Part three, as amazing as things went, there are a few things to work on.
I have to move the pan a 1/4” to the right, I discovered after I started boiling it was barely hanging onto the right edge. That is an easy fix.
My stack last year never remotely got that hot, not even close. When my pan and base stack maker made the base for the base stack he made it different than i expected and the base stack is too close to the pan. I will try and move it a 1/4” more away from the stack, but I am not sure if that will be enough. The pan actually got a little discolored and it burnt some of the sap. I may see if I can weld a small extension piece to the base stack to try and move the pan a little further away from the stack, maybe a half inch more away from it.
I put to boil 110 gallons of sap and you could obviously see the gradient and I thought for sure I would have a draw off, but the thermometer never moved from the water boiling temperature.
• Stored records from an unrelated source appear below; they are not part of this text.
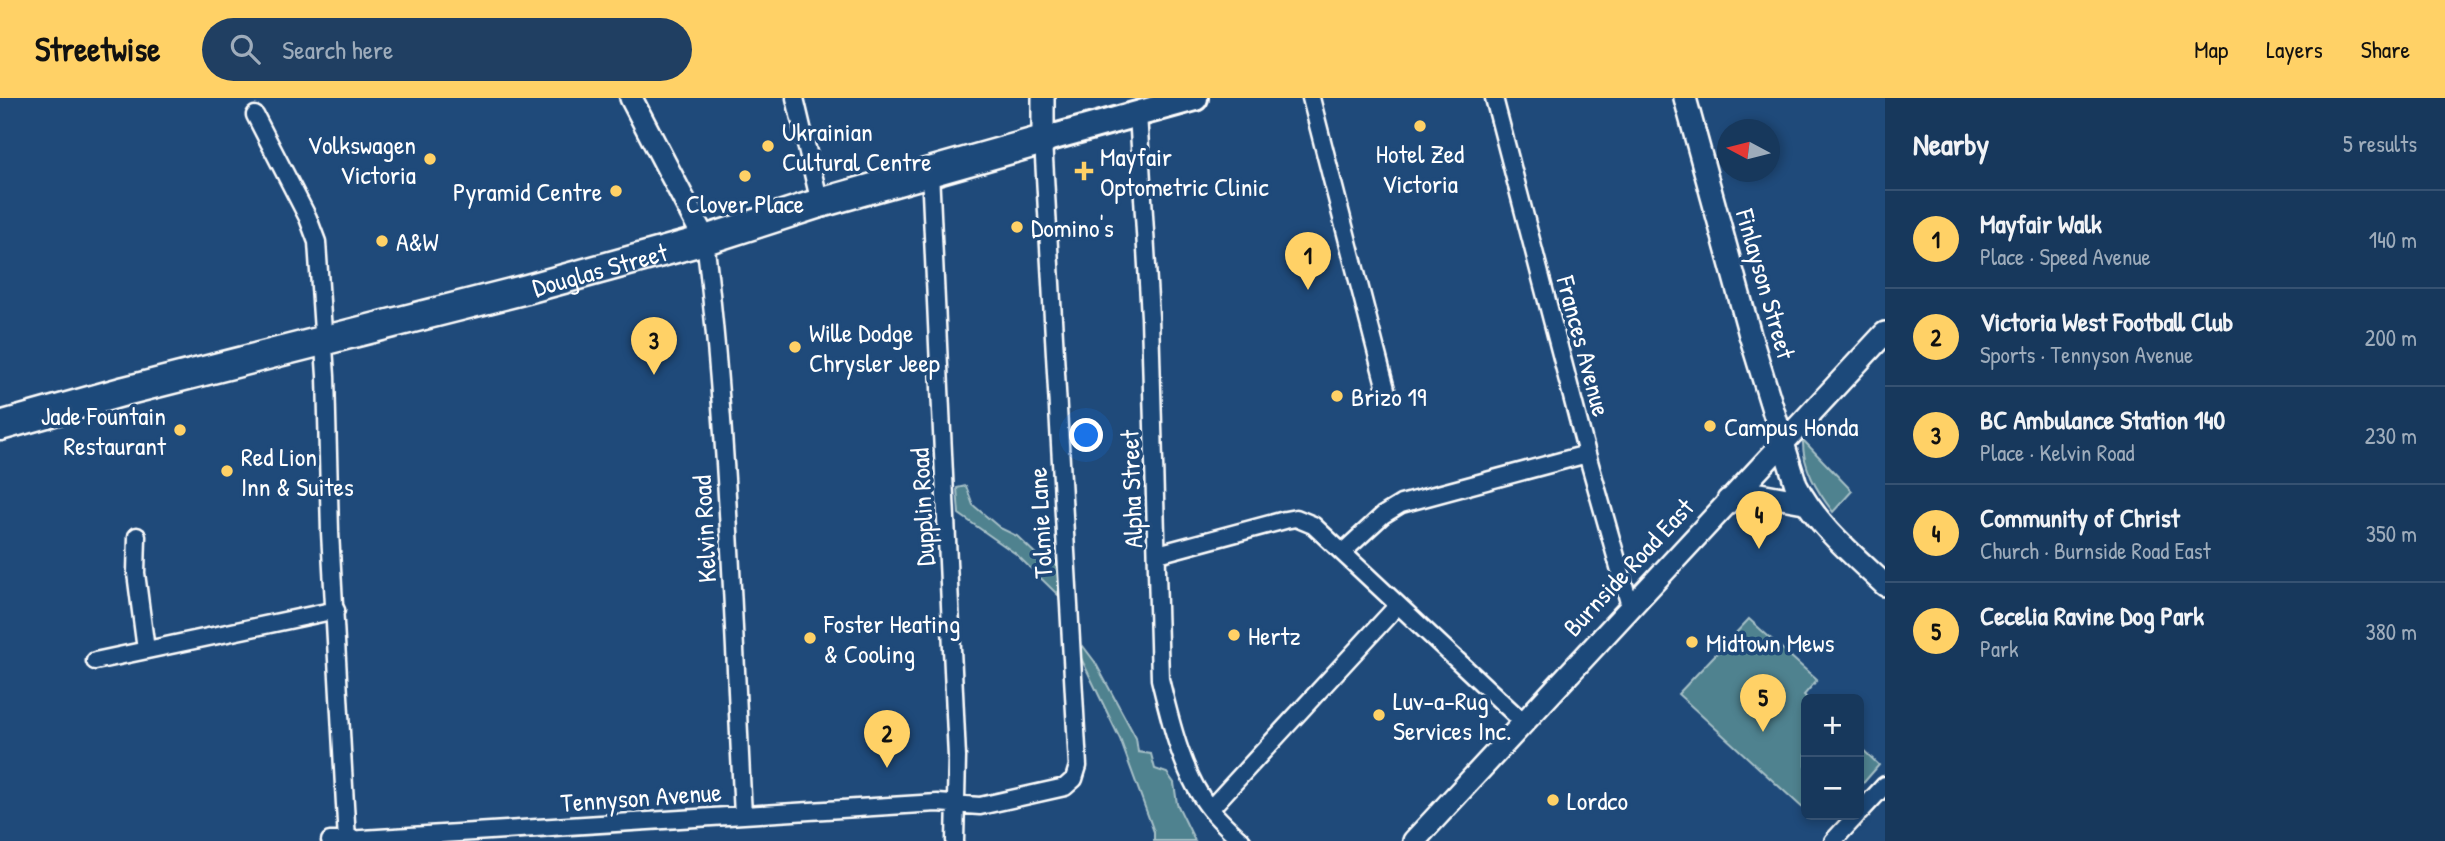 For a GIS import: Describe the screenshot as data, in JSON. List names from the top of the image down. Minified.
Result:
{"streets":{"highway":["Douglas Street"],"main road":["Finlayson Street","Burnside Road East"],"street":["Frances Avenue","Alpha Street","Dupplin Road","Tolmie Lane","Kelvin Road","Tennyson Avenue"]},"crossings":[["Douglas Street","Alpha Street"],["Douglas Street","Dupplin Road"],["Douglas Street","Tolmie Lane"],["Douglas Street","Kelvin Road"],["Finlayson Street","Burnside Road East"],["Frances Avenue","Burnside Road East"],["Dupplin Road","Tolmie Lane"],["Dupplin Road","Tennyson Avenue"],["Tolmie Lane","Tennyson Avenue"],["Kelvin Road","Tennyson Avenue"]],"places":{"other":["Hotel Zed Victoria","Ukrainian Cultural Centre","Volkswagen Victoria","Clover Place","Pyramid Centre","Domino's","A&W","Wille Dodge Chrysler Jeep","Brizo 19","Campus Honda","Jade Fountain Restaurant","Red Lion Inn & Suites","Hertz","Foster Heating & Cooling","Midtown Mews","Luv-a-Rug Services Inc.","Lordco"],"health":["Mayfair Optometric Clinic"]},"north":"left","page":{"header":"Streetwise","search":"Search here","nav":["Map","Layers","Share"],"heading":["Nearby","5 results"],"list":[{"mark":"1","name":"Mayfair Walk","note":"Place · Speed Avenue","value":"140 m"},{"mark":"2","name":"Victoria West Football Club","note":"Sports · Tennyson Avenue","value":"200 m"},{"mark":"3","name":"BC Ambulance Station 140","note":"Place · Kelvin Road","value":"230 m"},{"mark":"4","name":"Community of Christ","note":"Church · Burnside Road East","value":"350 m"},{"mark":"5","name":"Cecelia Ravine Dog Park","note":"Park","value":"380 m"}],"pins":["1","3","4","5","2"],"map_buttons":["+","−"]}} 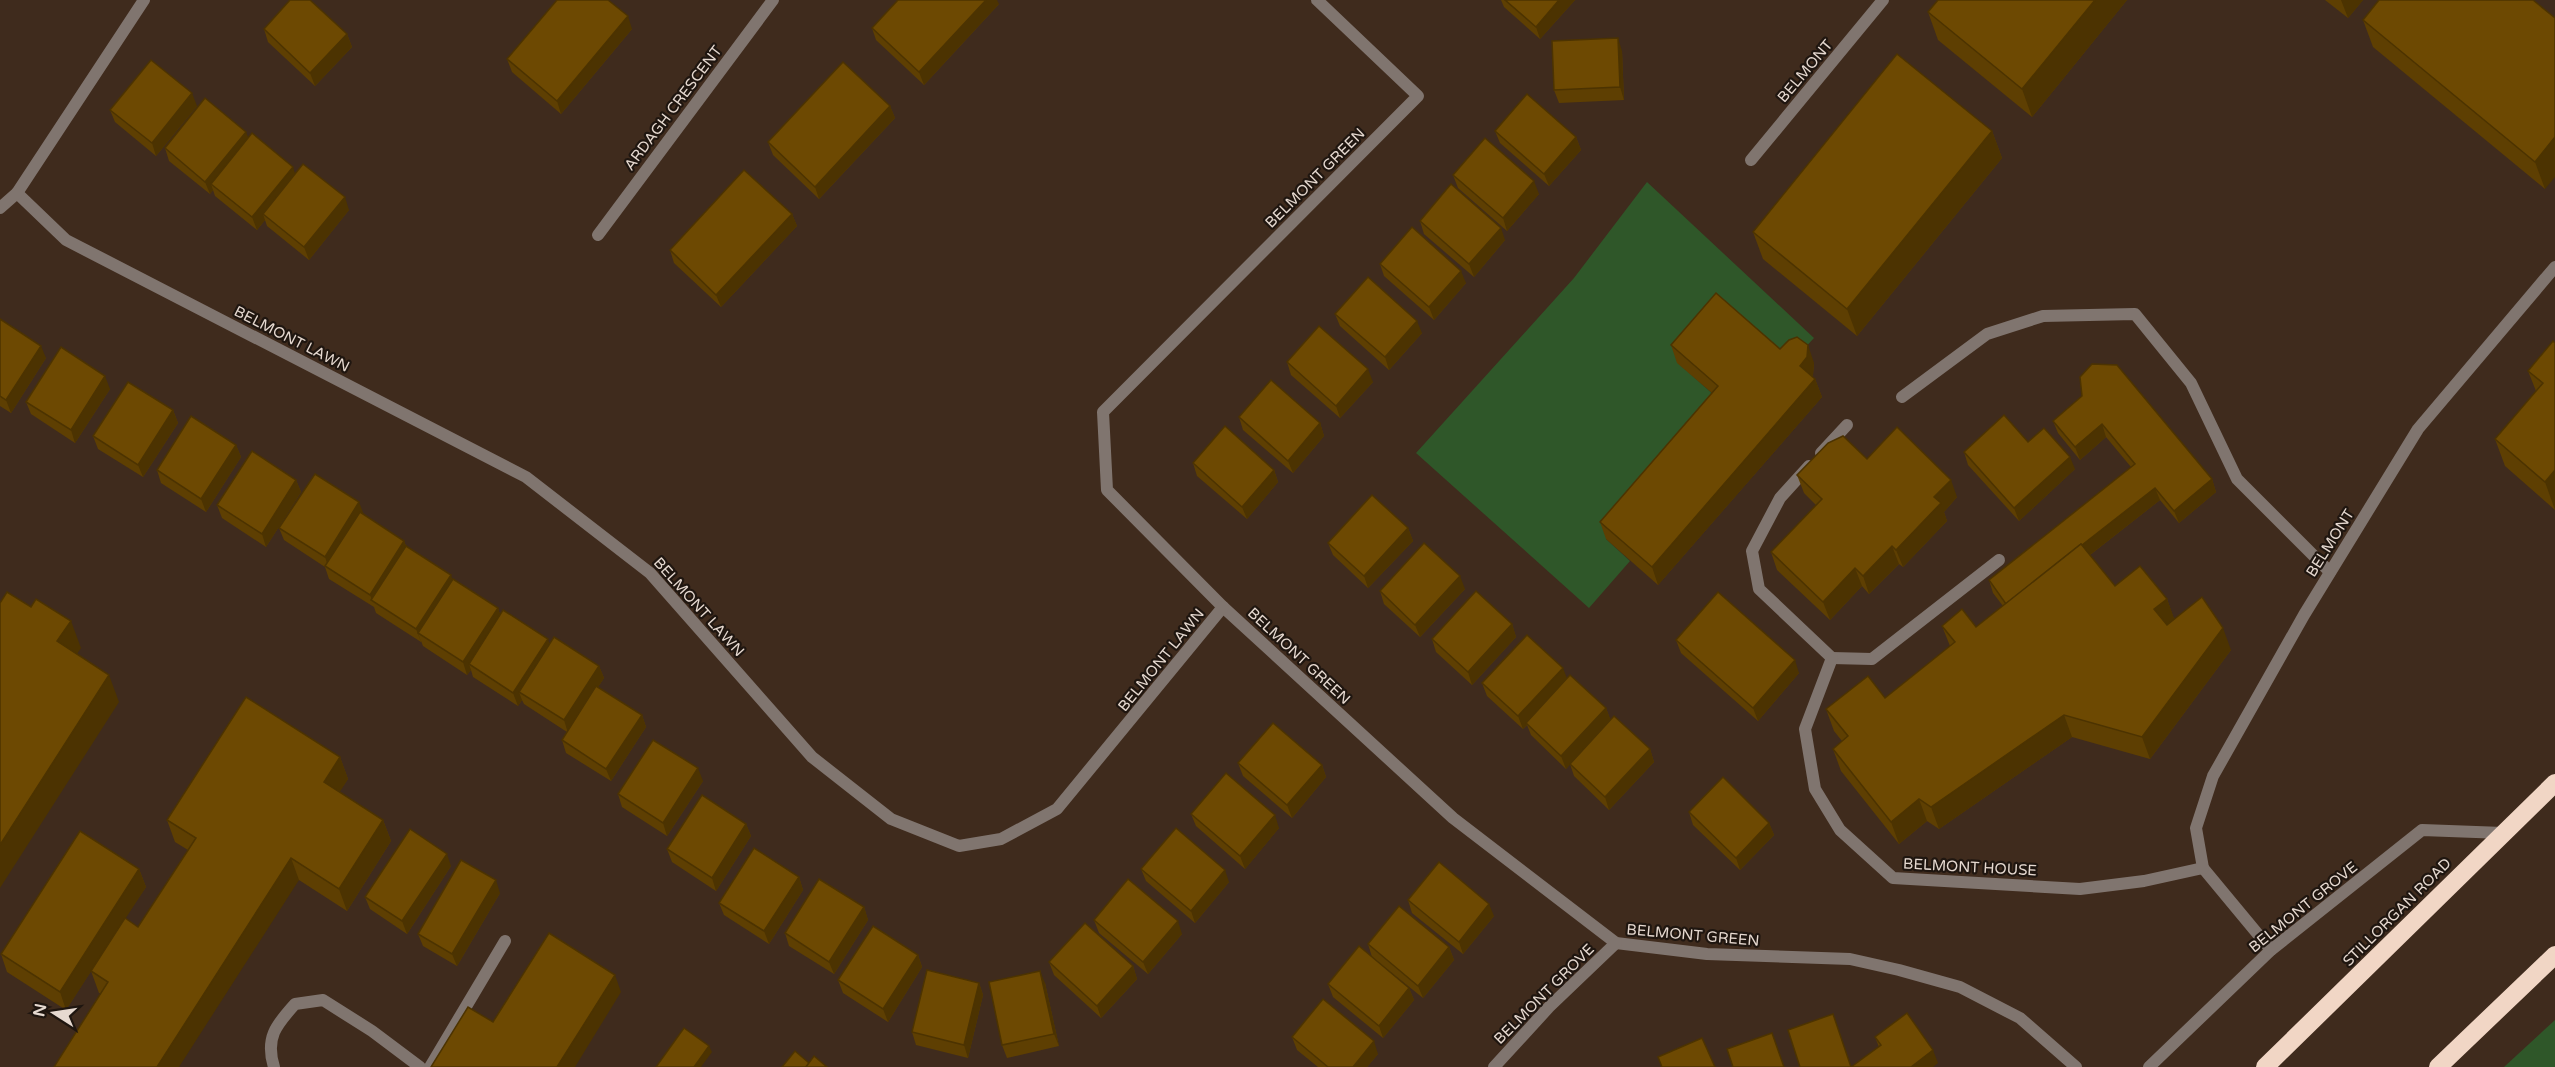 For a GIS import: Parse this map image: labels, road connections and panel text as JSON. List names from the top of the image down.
{
  "streets": {
    "highway": ["STILLORGAN ROAD"],
    "street": [
      "BELMONT",
      "ARDAGH CRESCENT",
      "BELMONT GREEN",
      "BELMONT LAWN",
      "BELMONT HOUSE",
      "BELMONT GROVE"
    ]
  },
  "crossings": [
    ["BELMONT", "BELMONT HOUSE"],
    ["BELMONT GREEN", "BELMONT LAWN"],
    ["BELMONT GREEN", "BELMONT GROVE"],
    ["BELMONT GROVE", "STILLORGAN ROAD"]
  ],
  "north": "left"
}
The weather is turning cold and I will not have another boil for awhile. I had my wife watch the evaporator while I collected today’s sap, so there will be not much sap to start a boil tomorrow, so I will not have a second boil.
I drew off two large potfuls of the densest sap. I may try finishing them. The rest I am draining of into pails, keeping their order and I will let them freeze and will use them to start the next boil, whenever that may be.
The stack was so hot it melted the tarp behind it, which I never expected.